Cool: Remove the cake from the oven and let it cool in the pan for 30 minutes. Invert the cake onto a wire rack, place a serving plate on top, and flip it back over.
Dust with powdered sugar (optional) and serve.
Serving Suggestions:
Serve with whipped cream or a scoop of vanilla ice cream.
Enjoy with a cup of coffee or tea for an afternoon treat.
Cooking Tips:
Choose firm baking apples like Honeycrisp or Granny Smith for the best texture and flavor.
If you prefer a stronger rum flavor, increase the rum to 4 tbsp.
For a crispier top, broil the cake for 1-2 minutes at the end of baking, but watch it closely to prevent burning.
Nutritional Benefits:
Apples: A great source of fiber and vitamins like vitamin C.
Rum: Adds flavor without adding excessive calories.
Moderate Sugar: A balance of sweetness without being overly indulgent.
Dietary Information:
Vegetarian: This recipe is suitable for vegetarians.
Contains Dairy and Gluten: Due to butter and flour.
Nutritional Facts (Per Slice, 1/10 Cake):
Calories: 250
Protein: 4g
Fat: 12g
Carbohydrates: 34g
Fiber: 2g
Sugar: 22g
Sodium: 240mg
Storage Tips:
Store leftover cake in an airtight container at room temperature for up to 3 days.
You can freeze the cake (without the powdered sugar topping) for up to 1 month. Thaw at room temperature before serving.
Why You’ll Love This Recipe:
The cake is loaded with fresh apples, adding moisture and natural sweetness.
The rum and vanilla give the cake a warm, fragrant flavor.
The sugar topping creates a slightly crunchy crust that contrasts beautifully with the soft interior.
It’s easy to make and perfect for gatherings or simple desserts.
Conclusion:
This Apple Rum Cake is the perfect dessert for apple lovers! The combination of tender apples, a rich buttery cake base, and a subtle kick from the rum makes it an irresistible treat. Whether served as a special dessert or enjoyed with a hot cup of coffee, this cake will impress with its simplicity and delicious flavor. Be prepared for your home to fill with the wonderful aroma of freshly baked apples and spices!

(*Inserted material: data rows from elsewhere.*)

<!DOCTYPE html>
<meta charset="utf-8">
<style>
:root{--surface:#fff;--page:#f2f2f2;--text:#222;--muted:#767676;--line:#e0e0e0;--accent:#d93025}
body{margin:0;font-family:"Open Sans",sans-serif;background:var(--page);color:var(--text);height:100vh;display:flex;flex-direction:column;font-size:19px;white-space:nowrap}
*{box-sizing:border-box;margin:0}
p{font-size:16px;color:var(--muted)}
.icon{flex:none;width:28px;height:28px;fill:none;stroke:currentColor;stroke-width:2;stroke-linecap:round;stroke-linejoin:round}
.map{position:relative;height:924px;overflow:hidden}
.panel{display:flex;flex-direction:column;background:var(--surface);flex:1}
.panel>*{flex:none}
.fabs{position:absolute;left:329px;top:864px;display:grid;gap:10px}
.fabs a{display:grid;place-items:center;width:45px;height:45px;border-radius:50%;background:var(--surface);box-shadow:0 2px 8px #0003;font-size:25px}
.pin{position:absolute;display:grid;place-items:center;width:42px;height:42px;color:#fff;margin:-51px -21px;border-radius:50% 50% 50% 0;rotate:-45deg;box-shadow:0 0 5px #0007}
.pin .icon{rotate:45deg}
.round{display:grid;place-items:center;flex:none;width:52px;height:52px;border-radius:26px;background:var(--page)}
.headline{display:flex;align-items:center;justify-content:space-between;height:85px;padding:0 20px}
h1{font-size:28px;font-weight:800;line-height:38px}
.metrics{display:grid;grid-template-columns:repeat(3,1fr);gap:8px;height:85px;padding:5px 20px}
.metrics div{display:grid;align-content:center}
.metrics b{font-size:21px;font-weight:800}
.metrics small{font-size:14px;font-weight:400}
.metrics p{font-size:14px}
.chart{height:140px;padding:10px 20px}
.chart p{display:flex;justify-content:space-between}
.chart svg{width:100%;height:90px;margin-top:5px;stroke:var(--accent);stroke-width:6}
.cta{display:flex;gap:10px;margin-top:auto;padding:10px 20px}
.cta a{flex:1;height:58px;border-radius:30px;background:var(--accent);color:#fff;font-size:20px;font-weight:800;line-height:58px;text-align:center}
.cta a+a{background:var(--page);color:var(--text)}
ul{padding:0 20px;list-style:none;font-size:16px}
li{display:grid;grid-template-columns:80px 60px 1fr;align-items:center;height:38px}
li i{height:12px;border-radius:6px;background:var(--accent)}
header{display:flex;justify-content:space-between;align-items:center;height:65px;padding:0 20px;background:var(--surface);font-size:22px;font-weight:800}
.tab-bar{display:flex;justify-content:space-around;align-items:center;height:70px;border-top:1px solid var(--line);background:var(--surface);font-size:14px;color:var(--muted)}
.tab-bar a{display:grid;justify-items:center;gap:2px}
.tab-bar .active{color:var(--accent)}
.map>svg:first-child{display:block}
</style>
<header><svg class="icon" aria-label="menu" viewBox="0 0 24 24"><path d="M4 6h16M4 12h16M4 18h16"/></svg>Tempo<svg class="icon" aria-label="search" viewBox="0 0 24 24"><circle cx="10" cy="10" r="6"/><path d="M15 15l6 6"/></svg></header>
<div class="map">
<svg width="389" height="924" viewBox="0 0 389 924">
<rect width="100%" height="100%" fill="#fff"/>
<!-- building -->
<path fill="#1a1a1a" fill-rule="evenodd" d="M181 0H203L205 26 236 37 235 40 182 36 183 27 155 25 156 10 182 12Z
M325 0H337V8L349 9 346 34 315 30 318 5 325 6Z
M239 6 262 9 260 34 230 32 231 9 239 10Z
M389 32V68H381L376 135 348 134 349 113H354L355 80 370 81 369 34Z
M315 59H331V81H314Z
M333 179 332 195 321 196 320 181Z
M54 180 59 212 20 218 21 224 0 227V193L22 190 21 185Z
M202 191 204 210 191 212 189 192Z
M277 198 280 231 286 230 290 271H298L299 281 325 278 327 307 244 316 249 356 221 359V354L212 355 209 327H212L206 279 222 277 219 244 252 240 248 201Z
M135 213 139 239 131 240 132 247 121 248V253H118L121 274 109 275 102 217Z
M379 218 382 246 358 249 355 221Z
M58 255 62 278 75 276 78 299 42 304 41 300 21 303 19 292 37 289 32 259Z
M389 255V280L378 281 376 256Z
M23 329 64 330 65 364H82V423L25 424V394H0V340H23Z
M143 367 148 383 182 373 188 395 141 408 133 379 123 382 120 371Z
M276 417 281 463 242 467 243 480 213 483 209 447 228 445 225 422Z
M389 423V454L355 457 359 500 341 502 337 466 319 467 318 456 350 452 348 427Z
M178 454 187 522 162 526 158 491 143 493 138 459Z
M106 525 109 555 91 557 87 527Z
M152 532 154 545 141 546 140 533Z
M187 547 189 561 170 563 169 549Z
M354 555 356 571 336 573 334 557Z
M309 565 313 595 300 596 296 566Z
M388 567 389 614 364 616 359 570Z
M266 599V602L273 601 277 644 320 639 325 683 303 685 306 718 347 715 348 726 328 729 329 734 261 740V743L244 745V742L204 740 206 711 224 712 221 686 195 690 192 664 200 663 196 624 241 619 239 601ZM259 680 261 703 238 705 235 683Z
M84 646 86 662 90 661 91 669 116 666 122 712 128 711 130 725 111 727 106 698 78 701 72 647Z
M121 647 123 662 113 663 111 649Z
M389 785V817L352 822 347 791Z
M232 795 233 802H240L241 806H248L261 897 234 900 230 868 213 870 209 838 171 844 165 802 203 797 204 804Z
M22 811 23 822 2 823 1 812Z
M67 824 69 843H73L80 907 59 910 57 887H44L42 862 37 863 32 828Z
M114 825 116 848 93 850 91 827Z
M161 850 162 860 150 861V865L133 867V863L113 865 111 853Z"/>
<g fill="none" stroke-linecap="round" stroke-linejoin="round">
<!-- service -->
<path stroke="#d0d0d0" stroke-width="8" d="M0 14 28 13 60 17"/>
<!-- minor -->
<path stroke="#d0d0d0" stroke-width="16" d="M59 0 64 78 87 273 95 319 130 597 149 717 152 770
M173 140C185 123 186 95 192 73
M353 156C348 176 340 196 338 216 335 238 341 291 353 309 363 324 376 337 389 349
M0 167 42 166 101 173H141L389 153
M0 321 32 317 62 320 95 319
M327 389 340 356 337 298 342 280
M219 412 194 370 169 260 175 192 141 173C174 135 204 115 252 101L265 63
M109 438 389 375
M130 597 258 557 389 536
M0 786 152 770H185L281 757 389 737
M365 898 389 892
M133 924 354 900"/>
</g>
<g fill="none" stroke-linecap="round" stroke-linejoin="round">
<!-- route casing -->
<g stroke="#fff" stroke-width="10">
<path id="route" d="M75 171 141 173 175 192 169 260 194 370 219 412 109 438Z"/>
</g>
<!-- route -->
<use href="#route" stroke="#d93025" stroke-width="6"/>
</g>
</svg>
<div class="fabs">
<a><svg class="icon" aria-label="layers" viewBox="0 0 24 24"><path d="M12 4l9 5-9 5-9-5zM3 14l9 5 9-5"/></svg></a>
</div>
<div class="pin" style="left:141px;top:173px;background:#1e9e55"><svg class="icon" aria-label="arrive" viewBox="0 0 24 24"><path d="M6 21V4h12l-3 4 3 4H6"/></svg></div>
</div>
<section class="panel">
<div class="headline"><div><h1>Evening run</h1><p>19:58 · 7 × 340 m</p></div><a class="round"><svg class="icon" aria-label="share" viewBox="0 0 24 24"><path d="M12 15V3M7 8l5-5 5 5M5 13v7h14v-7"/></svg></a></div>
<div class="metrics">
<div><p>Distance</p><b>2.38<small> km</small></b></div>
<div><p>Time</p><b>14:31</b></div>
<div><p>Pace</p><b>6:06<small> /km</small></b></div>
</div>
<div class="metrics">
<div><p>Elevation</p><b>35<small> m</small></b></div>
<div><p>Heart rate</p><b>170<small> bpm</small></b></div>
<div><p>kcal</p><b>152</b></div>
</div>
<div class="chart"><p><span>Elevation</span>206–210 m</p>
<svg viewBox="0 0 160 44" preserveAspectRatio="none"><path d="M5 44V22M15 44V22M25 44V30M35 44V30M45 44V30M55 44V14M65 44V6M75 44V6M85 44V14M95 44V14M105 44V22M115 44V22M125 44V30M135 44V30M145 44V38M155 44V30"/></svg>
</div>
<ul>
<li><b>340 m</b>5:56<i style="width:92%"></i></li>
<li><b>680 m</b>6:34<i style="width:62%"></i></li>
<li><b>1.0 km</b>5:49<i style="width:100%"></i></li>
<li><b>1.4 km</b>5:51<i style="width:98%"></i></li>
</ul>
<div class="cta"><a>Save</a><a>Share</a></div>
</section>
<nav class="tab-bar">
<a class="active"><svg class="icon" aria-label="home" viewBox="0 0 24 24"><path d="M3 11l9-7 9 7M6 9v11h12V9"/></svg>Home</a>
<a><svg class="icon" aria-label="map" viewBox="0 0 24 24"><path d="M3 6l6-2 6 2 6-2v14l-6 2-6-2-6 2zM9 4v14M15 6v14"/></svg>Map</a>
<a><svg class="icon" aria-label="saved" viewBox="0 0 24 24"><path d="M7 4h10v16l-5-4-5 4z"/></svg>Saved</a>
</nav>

10 Frequently Asked Questions:
Can I use a different type of apple? Yes, you can use any firm baking apples like Granny Smith or Fuji.
Can I omit the rum? Yes, you can substitute the rum with apple juice or milk for a non-alcoholic version.

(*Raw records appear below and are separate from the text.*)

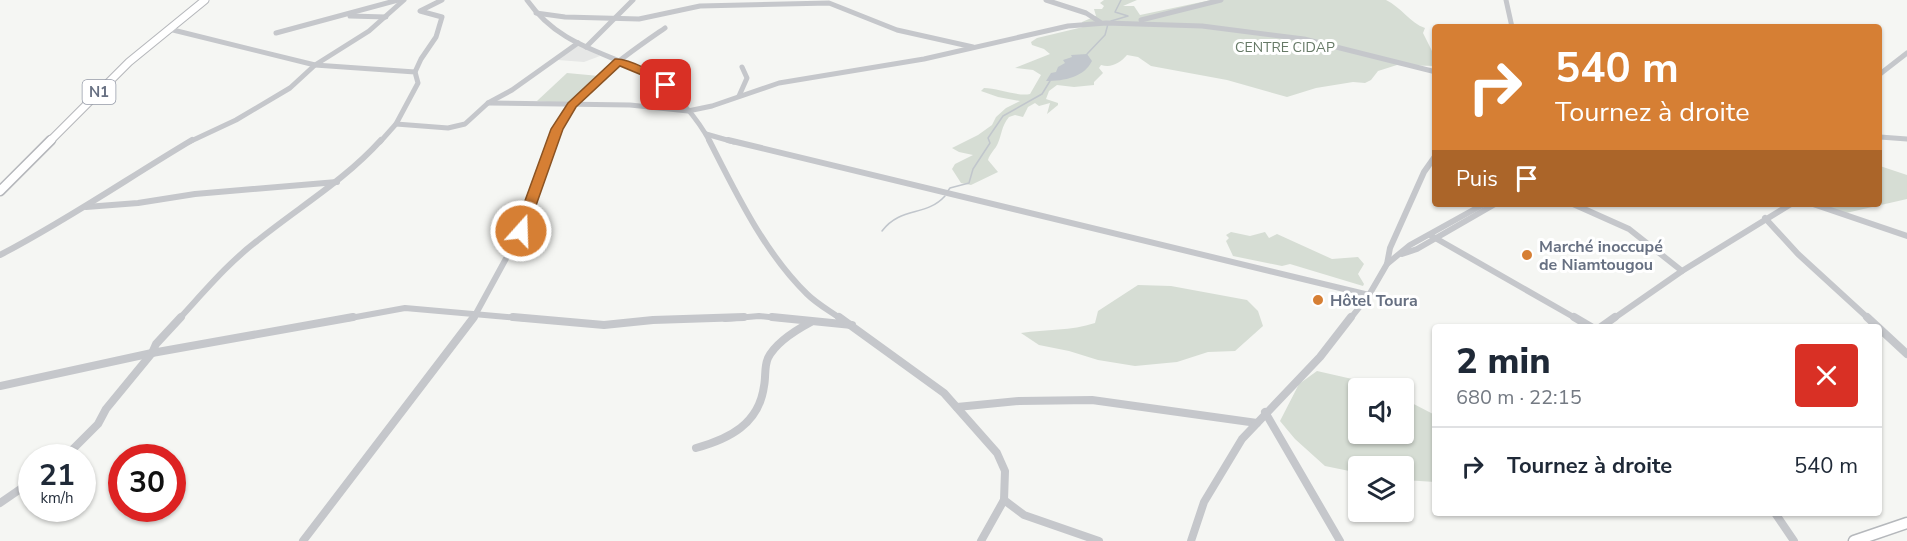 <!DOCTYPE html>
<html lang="fr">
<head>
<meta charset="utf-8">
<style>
	:root { --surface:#fff; --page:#f6f6f7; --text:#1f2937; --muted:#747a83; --line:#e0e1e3 }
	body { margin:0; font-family:"Nunito Sans",sans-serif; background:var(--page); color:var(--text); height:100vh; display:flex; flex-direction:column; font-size:22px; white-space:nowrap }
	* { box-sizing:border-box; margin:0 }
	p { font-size:20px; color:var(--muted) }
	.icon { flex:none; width:33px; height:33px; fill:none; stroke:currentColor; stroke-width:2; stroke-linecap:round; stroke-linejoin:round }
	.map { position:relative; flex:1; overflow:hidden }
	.panel { position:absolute; left:1432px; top:324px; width:450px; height:192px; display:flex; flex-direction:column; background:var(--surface); border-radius:6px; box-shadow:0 2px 4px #0004 }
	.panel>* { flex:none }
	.banner { position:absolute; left:1432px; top:24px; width:450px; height:183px; border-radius:6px; box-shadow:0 2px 4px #0004; background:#d67f34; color:#fff; overflow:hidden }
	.buttons { position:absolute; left:1348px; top:378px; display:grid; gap:12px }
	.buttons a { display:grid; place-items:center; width:66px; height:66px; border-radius:6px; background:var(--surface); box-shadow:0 2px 4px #0004; font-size:30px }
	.speed { position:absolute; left:18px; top:444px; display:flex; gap:12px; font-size:30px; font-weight:700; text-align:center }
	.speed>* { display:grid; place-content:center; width:78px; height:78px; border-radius:50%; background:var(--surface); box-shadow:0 2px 4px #0004; line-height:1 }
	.speed small { font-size:15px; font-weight:400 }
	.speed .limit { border:9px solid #d22; background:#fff; color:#111 }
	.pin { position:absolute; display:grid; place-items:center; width:51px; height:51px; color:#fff; margin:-26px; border-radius:12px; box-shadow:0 3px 9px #0006 }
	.me { position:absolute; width:66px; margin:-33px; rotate:20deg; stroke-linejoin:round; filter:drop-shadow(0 0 4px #0008) }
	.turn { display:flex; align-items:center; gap:21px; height:126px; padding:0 24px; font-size:27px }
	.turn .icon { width:78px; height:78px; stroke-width:2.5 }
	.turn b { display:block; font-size:42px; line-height:51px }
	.then { display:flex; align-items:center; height:57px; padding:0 24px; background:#0003; gap:12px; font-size:22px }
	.round { display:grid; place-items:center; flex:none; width:63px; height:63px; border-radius:6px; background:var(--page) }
	.headline { display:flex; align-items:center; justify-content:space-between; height:102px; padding:0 24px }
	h1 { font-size:36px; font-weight:800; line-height:45px }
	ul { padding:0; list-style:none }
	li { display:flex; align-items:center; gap:18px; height:78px; padding:0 24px; border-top:2px solid var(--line) }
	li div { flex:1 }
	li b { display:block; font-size:22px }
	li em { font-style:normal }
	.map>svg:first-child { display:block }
	.built { fill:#e6e7e6 }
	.green { fill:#d6ddd4 }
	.water { fill:#c1c6cc }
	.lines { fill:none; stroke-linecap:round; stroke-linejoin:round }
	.stream { stroke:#c1c6cc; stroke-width:1.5 }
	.major-casing { stroke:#b5b8bc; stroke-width:13 }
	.highway-far1-casing { stroke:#b5b7bb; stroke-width:9 }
	.highway-casing { stroke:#b5b7bb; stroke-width:11 }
	.minor-far2 { stroke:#c5c7cb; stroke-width:5 }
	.minor-far1 { stroke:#c5c7cb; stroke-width:6 }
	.minor { stroke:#c5c7cb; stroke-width:8 }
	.major { stroke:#fff; stroke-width:10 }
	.highway-far1 { stroke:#fff; stroke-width:7 }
	.highway { stroke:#fff; stroke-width:8 }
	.route { fill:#d67f34; stroke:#8b5322; stroke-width:1.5 }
	.poi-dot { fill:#d67f34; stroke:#fff; stroke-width:2 }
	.labels { text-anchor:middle; stroke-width:6; stroke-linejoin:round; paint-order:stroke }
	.far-park-label { font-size:14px; fill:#667966; stroke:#fff }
	.shield { fill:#fff; stroke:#959ba8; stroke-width:1.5 }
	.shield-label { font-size:15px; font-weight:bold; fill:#677082 }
	.poi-label { font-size:16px; font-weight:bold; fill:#677082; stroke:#fff; text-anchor:start }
</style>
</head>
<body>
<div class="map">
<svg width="1907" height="541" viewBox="0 0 1907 541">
	<rect width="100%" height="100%" fill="#f5f6f3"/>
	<path class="built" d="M 577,44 L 600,56 L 584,62 L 558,60 Z"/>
	<g class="green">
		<path d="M 1104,0 L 1137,0 L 1123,6 L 1134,6 L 1140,15 L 1211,0 L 1386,0 C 1401,7 1410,23 1425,28 L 1423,33 L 1435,57 L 1435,66 L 1397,65 L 1378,71 L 1371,80 L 1365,83 L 1353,82 L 1316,88 L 1287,97 L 1227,80 L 1151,66 L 1138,57 L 1127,55 C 1120,63 1112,68 1101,65 L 1099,68 L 1103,73 L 1094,82 L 1094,85 L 1074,87 L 1057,85 L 1049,91 L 1046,99 L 1058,103 L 1058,105 L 1047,114 L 1050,103 L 1039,106 L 1035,103 L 1028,107 L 1023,117 L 1015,115 L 1009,117 C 1001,127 1002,134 998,143 C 995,150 990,153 988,160 L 998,172 L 971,185 L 961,183 L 952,169 L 955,164 L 973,155 L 959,152 L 952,148 L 978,135 L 992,125 L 996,117 L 1006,108 L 1020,101 L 998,97 L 981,91 L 984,88 C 998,88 1019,97 1030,94 L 1041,75 L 1033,70 L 1015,68 L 1050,54 L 1044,49 L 1032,45 L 1031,42 L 1037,38 L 1083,27 L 1082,22 L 1096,16 L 1094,9 L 1102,9 L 1104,6 L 1100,3 Z"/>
		<path d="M 567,73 L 599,76 L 570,104 L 537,101 Z"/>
		<path d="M 1880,166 L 1907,175 L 1907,199 L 1846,213 L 1820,204 L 1880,204 Z"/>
		<path d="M 1231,232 L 1250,236 L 1265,232 L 1269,238 L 1277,234 L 1332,259 L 1358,257 L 1364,264 L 1358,274 L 1364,284 L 1363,286 L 1290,264 L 1282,266 L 1233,256 L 1226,241 L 1229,238 L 1226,235 Z"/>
		<path d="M 1138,285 L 1171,286 L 1247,300 L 1258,311 L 1263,326 L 1235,351 L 1208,352 L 1177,362 L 1135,366 L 1098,360 L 1069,351 L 1039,345 L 1021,333 C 1046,329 1071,331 1095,323 L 1098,311 Z"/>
		<path d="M 1317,371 L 1361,381 L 1379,388 L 1359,388 L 1359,434 L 1404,434 L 1404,399 L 1435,415 L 1435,482 L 1404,480 L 1404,466 L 1359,466 L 1359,473 L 1325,466 L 1295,439 L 1280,421 L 1299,384 Z"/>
	</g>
	<path class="water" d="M 1087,54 L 1092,61 C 1084,77 1065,81 1046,81 L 1051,73 L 1056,72 L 1058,67 L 1065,63 L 1063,60 L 1072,57 L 1071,55 Z"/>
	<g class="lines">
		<g class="stream">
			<path d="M 1111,21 L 1128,16 L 1115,12 L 1121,0"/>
			<path d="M 1087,54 L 1105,35 L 1108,24"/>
			<path d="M 947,192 L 950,188 L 969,183 L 973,169 L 990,143 L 988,138 L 1003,116 L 1042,94 L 1050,81"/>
			<path d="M 882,231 C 901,206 926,217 945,196"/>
		</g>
		<defs>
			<path id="major" d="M 1854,541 L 1907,523"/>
			<path id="highway-far1" d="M 49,142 L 129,62 L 205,0"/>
			<path id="highway" d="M 0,191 L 51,140"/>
		</defs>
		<use href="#major" class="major-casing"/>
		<use href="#highway-far1" class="highway-far1-casing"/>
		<use href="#highway" class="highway-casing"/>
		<g class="minor-far2">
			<path d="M 527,0 C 560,47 605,51 652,76 C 671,86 700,122 710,142"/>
			<path d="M 1046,0 L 1086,13 L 1100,22"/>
			<path d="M 1506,0 L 1512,27"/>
			<path d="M 536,13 L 565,17 L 639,19 L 700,6 L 829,3 L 897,30 L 973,47"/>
			<path d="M 350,16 L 386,17"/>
			<path d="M 1141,20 L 1221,0"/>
			<path d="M 169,29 L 315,65 L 415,72 L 418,83 L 396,124 L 380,142"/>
			<path d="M 276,33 L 398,0"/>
			<path d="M 586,47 L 633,0"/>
			<path d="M 415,72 L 421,59 L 436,37 L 442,17 L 420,11 L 442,0"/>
			<path d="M 1880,74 L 1907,53"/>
			<path d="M 739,96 L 747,78 L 742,67"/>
			<path d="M 488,103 L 630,105 L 688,111 L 712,106 L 779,83 L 924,59 L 1068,26 L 1106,23 L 1202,26 L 1304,39 L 1436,72"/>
			<path d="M 396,124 L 448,128 L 465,124 L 488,103 L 512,90 L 578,43"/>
			<path d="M 706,134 L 734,142"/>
			<path d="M 1880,137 L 1907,139"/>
			<path d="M 189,142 L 236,120 L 290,88 L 315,65 L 369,31 L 404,0"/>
			<path d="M 553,142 C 571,91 623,57 665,28"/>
		</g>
		<g class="minor-far1">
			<path d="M 709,140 C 736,193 764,252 807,294 C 817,304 830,311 841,319"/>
			<path d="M 728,140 L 1369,295"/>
			<path d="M 1573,204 L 1629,229 L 1682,271"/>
			<path d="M 1813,204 L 1907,236"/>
			<path d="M 86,207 L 138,203 L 195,194 L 337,182"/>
			<path d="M 1765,218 L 1798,254 L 1869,319"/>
			<path d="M 1430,235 L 1577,319"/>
			<path d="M 1402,254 L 1417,249 L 1495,204"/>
			<path d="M 0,255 C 66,221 128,178 192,140"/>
			<path d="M 1387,264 L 1410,245 L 1484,204"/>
			<path d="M 179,319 C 204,292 228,263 257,241 C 299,207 345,180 381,140"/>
			<path d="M 345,319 L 405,308 L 531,319"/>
			<path d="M 473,319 L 521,231 L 553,140"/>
			<path d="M 725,319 L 759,316 L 787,319"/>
			<path d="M 1350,319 L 1369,295 L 1387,264 L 1390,248 L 1424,172 L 1436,155"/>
			<path d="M 1613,319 L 1682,271 L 1791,204"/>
		</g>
		<g class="minor">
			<path d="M 513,317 L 604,325 L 653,320 L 744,317"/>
			<path d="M 772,317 L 852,325"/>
			<path d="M 839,317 L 944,393 L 997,453 L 1005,471 L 1004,500 L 981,541"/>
			<path d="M 1574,317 L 1591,327"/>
			<path d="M 1867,317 L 1907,354"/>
			<path d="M 1601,327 L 1615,317"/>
			<path d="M 0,386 L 152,353 L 353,317"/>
			<path d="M 957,407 L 1019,401 L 1092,400 L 1257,423"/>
			<path d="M 1265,412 L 1340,541"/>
			<path d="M 696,448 C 729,439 759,424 764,386 C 766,377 764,367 768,358 C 776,342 796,330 811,322"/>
			<path d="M 64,458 L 98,424 L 106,409 L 152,353 L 156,344 L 181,317"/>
			<path d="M 1004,500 L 1024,515 L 1099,541"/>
			<path d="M 0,503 L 32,481"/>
			<path d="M 1775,513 L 1794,541"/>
			<path d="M 303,541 L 474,317"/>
			<path d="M 1191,541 L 1204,502 L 1242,439 L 1320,357 L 1351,317"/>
		</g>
		<use href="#major" class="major"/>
		<use href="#highway-far1" class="highway-far1"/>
		<use href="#highway" class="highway"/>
	</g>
	<path class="route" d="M 615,59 C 629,58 661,75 671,85 L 662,87 L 649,78 L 620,66 L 576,107 L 563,129 L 527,231 L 521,235 L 516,234 L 514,231 L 551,129 L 568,103 Z"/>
	<g class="poi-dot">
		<circle cx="1527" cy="255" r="6"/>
		<circle cx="1318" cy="300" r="6"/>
	</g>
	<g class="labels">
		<g class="far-park-label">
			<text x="1285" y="52">CENTRE CIDAP</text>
		</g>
		<rect class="shield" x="82.5" y="80" width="33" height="24" rx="4.5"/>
		<g class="shield-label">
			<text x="99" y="97">N1</text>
		</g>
		<g class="poi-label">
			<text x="1539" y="252">Marché inoccupé<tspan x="1539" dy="18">de Niamtougou</tspan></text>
			<text x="1330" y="306">Hôtel Toura</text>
		</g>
	</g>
</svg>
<div class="buttons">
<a><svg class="icon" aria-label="sound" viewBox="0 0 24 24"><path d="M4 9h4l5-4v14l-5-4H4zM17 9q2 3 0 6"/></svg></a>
<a><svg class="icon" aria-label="layers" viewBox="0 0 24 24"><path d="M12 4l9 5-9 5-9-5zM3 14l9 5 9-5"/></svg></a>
</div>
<div class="speed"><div>21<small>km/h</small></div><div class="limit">30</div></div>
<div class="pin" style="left:666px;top:85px;background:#d93025"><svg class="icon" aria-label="arrive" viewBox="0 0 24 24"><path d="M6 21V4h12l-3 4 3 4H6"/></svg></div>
<svg class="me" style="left:521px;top:231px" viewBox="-20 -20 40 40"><circle r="17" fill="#d67f34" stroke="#fff" stroke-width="3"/><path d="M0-11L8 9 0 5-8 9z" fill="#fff"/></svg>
<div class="banner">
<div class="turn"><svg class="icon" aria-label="right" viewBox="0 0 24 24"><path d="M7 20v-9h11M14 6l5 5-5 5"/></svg><div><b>540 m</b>Tournez à droite</div></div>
<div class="then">Puis<svg class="icon" aria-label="arrive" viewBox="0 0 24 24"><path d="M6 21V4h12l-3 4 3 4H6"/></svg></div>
</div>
<section class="panel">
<div class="headline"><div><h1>2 min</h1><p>680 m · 22:15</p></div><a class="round" style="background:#d93025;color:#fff"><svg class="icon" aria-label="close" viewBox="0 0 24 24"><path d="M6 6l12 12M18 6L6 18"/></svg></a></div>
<ul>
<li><svg class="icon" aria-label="right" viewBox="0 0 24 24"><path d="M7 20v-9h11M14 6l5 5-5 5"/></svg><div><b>Tournez à droite</b></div><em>540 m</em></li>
</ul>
</section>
</div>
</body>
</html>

Do I have to peel the apples? No, leaving the skin on is fine if you prefer the added texture and nutrients.
Can I use gluten-free flour? Yes, substitute with a 1:1 gluten-free all-purpose flour, but the texture may differ slightly.
Can I use dark brown sugar instead of light brown sugar? Yes, dark brown sugar will add a deeper molasses flavor.
How do I know when the cake is fully baked? Insert a toothpick or skewer into the center of the cake. If it comes out clean, the cake is done.
What size pan should I use? A 9-inch round cake pan works best, but you can use an 8-inch pan for a thicker cake, adjusting the baking time.
Can I make this cake ahead of time? Yes, it can be made a day ahead and stored at room temperature or in the fridge for 2-3 days.
How do I get a crispy top on the cake? Sprinkle sugar on top before baking, or broil the cake for 1-2 minutes after baking.
Can I add spices like cinnamon or nutmeg? Absolutely! Add ½ teaspoon of cinnamon or nutmeg to the batter for extra warmth and spice.